La mise en scène est remarquable, en jouant sur l'anticipation du spectateur à voir surgir Caddy tout en réussissant à surprendre en filmant ce surgissement de manière inattendue, parfois en contrevenant aux règles classiques des champs / contre-champs.

Le cas de L'inspecteur Harry de Don Siegel en 1971 renverse le front de cette angoisse car le psychopathe assassin tue d'abord caché, signant ses crimes par des courriers anonymes envoyés à la police. Rapidement, le film révèle l'identité de l'assassin et il ne s'agit donc plus en soi d'un film policier. Une séquence célèbre fait la bascule entre le film policier classique avec enquête et film policier thriller. Alors que Scorpio, surnom que s'est donné le criminel, a kidnappé une jeune fille et réclame une rançon dont la remise relève d'une véritable course poursuite d'une cabine téléphonique à une autre, le spectateur voit la tension monter au fur et à mesure que l'inspecteur Harry (Clint Eastwood) doit rejoindre chaque nouveau lieu de contact imposé par le criminel. Mais quand finalement le policier rejoint Scorpio, celui-ci le passe à tabac. À terre, Harry lui plante cependant un couteau dans la jambe de l'agresseur, conduisant ce dernier à se sauver. Ce moment précis marque le renversement du film: Harry va devenir le traqueur. La tension pour autant ne baissera jamais, puisque  désormais, le spectateur va trembler pour comprendre comment Harry va faire pour mettre fin aux crimes de Scorpio. Ainsi réussit-il à l'arrêter alors que l'assassin s'est réfugié dans un stade. Harry lui tire dessus, le blesse, le rejoint et lui marche sur la blessure pour lui faire avouer où se trouve la jeune fille kidnappée.

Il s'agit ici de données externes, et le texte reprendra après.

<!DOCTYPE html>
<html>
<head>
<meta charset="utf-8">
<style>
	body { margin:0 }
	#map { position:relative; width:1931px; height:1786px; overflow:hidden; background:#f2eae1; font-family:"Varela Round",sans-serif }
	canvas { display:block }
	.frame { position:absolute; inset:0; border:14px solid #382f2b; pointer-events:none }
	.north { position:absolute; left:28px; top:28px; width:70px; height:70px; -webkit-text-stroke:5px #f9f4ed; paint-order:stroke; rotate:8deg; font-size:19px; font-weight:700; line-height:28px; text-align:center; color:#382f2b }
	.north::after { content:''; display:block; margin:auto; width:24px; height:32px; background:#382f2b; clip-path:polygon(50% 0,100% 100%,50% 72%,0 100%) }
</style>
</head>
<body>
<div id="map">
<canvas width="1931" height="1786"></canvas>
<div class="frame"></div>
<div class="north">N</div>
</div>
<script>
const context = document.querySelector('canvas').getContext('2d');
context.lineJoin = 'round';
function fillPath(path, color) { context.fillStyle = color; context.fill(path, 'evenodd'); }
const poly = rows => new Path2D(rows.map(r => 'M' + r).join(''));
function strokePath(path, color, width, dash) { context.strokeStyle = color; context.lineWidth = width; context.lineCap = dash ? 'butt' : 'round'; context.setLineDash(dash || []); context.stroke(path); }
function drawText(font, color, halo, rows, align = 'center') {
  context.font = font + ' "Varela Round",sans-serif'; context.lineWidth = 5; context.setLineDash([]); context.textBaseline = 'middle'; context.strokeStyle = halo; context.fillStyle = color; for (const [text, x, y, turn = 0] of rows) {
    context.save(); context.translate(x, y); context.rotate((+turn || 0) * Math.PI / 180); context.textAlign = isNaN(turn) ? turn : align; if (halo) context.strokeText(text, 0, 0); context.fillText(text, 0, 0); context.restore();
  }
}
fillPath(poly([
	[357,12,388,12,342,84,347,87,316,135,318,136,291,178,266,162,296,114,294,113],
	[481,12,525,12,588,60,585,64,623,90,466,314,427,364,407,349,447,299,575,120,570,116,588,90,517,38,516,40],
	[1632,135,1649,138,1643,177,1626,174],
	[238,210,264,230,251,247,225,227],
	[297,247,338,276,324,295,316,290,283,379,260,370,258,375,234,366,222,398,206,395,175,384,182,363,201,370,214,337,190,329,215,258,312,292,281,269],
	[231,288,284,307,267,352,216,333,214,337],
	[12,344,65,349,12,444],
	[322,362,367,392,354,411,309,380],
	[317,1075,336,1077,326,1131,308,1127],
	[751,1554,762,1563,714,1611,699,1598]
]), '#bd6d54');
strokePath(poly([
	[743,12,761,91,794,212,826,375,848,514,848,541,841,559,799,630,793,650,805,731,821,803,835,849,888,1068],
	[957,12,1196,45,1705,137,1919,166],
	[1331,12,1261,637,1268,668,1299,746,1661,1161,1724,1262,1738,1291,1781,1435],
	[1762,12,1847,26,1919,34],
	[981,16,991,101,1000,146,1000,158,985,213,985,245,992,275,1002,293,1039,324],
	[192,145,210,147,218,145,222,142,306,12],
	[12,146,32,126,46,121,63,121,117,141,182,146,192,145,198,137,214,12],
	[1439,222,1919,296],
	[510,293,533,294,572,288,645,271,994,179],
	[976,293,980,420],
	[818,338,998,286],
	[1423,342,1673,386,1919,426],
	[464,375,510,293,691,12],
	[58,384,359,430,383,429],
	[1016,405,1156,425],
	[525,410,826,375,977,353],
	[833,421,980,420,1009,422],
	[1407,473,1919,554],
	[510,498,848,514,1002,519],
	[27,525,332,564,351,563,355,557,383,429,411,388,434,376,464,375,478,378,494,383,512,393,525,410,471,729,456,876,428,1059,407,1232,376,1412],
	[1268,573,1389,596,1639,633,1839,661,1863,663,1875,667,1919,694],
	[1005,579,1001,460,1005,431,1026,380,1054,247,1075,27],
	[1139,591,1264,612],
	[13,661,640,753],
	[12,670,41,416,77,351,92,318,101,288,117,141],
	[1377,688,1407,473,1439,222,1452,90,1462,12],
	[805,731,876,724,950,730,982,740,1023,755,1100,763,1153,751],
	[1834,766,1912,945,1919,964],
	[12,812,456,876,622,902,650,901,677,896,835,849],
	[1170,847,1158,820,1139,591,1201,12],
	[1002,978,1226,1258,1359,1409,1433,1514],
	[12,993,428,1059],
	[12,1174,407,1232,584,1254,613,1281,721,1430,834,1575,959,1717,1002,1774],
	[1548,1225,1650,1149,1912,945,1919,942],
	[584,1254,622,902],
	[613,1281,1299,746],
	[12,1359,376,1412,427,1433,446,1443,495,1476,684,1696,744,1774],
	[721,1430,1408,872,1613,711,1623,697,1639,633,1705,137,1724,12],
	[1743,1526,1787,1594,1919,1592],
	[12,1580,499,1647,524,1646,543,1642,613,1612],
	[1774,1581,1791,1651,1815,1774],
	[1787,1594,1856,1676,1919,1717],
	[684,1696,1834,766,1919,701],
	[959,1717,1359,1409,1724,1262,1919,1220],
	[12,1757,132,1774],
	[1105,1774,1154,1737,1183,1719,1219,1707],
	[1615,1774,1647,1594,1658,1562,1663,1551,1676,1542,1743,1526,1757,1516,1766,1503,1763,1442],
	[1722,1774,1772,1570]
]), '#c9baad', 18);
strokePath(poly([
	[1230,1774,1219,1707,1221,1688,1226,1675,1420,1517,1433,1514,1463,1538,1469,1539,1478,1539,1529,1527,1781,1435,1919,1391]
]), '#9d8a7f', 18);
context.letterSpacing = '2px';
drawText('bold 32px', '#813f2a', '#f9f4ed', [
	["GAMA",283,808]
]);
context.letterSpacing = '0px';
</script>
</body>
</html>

Don Siegel procède véritablement à l'envers du thriller classique.
Au lieu de révéler par suggestion puis de préciser progressivement ce qui se passe entre les deux hommes, créant la fameuse angoisse chère à Hitchcock, le cinéaste montre d'abord l'acte de torture perpétrée par Harry, provoquant des hurlements insoutenables par Scorpio. Le spectateur comprend les motivations du policier mais est forcément mal à l'aise. La caméra fait alors un travelling vertical arrière, éloignant visuellement la scène et donc l'acte de torture et les cris de douleurs. Mais Siegel maintient le thriller, et donc l'angoisse en plaquant une musique dissonante insupportable, suppléant de fait les sons émis par Scorpio. Le thriller n'est plus aussi simple qu'avant pour le spectateur car d'habitude, c'est l'assassin qui est le seul à enfreindre la loi et la victime subit la violence et se doit de respecter elle - ou le policier - cette loi. Siegel met donc les spectateurs dans l'inconfort. Loin d'être un film fasciste comme bêtement certains critiques l'ont proclamé (voir à ce sujet L'inspecteur Harry: un fasciste ou un vrai républicain?), L'inspecteur Harry montre justement les contradictions des citoyens à vouloir l'ordre, parfois à tout prix, mais à condition de ne pas savoir. Quand la caméra s'éloigne du stade, Siegel protège les yeux des spectateurs citoyens. Mais la bande son leur rappelle qu'ils ne peuvent ignorer ce qui se passe. Le thriller est alors dans le film et dans la salle. Dans le film, c'est Harry qui traque Scorpio qui, bizarrement fait tout, y compris par la justice, pour se défaire de Harry. Dans la salle, parce que désormais, les spectateurs tremblent finalement de suivre ce que fait Harry au mépris du droit mais reconnaissent une certaine légitimité dans son combat contre Scorpio. Cette angoisse est inconsciente mais est levée par la fin du film: Scorpio est mis hors d'état de nuire et Harry quitte la police. La morale est sauve. Mais cette empathie presque coupable envers un policier pouvait aussi s'expliquer par le fait que la situation présentée à l'écran s'appuyait sur des faits réels d'un assassin se faisant appeler Zodiac dans la fin des années 60 et qui donna lieu à un autre film réalisé plus tard par David Fincher.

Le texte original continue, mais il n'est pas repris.